Netflix’s great day continues. After inking a $5 billion deal with the WWE for its first major bit of live programming, the streamer had a home-run quarter, adding 13 million subscribers, bringing its total to 260 million worldwide. 

On its year-end earnings call Tuesday, Netflix reported booming numbers for its final quarter, making for a promising start to 2024. Revenues were up 12.5% to $8.8 billion and net income was up 160% to $938 million for the fourth quarter of 2023, and Netflix finished the year with $33.7 billion in revenue, up 6.7%, with a 20.4% increase in profits bringing the year end total to $5.4 billion. 

These numbers smashed analyst estimates for financial performance, and investors cheered it on with an 8.6% increase in the stock price in post-trading hours. 

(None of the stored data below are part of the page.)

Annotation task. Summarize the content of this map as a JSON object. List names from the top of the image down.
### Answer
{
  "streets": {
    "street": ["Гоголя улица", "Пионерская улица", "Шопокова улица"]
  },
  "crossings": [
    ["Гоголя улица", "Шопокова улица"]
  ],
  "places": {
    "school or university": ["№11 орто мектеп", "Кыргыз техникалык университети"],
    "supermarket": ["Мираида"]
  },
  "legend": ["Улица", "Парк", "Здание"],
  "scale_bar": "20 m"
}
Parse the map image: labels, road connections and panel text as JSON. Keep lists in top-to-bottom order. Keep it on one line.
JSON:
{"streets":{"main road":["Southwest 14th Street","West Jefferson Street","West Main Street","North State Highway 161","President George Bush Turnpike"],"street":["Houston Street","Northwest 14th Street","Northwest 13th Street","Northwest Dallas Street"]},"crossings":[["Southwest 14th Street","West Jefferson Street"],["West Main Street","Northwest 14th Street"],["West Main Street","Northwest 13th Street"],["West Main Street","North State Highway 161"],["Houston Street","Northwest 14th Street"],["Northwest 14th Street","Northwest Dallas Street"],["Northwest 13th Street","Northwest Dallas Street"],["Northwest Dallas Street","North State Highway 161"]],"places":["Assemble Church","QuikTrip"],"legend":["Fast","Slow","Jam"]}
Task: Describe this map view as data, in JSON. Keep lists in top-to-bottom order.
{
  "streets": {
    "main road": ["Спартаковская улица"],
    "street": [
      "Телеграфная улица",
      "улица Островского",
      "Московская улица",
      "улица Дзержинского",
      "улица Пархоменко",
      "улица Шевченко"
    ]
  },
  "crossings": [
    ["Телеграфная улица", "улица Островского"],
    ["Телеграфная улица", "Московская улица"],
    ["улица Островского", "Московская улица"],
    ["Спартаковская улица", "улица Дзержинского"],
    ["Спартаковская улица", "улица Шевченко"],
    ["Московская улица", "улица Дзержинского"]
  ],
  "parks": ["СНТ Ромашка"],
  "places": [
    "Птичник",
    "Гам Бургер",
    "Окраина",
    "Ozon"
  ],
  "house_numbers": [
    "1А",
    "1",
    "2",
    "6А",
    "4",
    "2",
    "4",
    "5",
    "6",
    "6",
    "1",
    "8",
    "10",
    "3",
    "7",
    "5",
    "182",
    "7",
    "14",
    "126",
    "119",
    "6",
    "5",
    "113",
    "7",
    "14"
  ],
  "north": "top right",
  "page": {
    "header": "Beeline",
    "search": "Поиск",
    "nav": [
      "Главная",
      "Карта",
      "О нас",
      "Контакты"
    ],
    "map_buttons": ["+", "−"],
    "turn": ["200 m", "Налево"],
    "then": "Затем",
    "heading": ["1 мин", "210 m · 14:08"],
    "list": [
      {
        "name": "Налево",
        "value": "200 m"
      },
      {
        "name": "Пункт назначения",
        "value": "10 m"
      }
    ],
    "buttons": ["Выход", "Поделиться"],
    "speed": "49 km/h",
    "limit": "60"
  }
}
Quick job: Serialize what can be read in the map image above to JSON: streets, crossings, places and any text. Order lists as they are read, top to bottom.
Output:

Winning the streaming wars after the Hollywood strikes

The standout results come after Netflix and Hollywood came to a standstill during dual writers’ and actors’ strikes last summer. Netflix emerged from that upheaval even better positioned than it already had been in the cutthroat streaming industry. Its studio competitors had floundered during the strikes, with smaller international slates to lean on during the production freezes. Netflix took a victory lap in its earnings release, saying it had proven streaming could be a “very healthy business.” 

Many competitors have reversed their previous policy of not licensing content to Netflix since the strikes ended. Co-CEO Ted Sarandos welcomed the change, touting Netflix’s broad reach and recommendation algorithm as a means to reach new audiences and turn old shows into new hits, a phenomenon was best exemplified when the USA Network drama Suits became a smash hit on Netlfix, years after it first aired. 

“Sometimes we can uniquely add more value to the studio’s IP than they can,” Sarandos said. “Not all the time, but sometimes, we’re the best buyer for it.”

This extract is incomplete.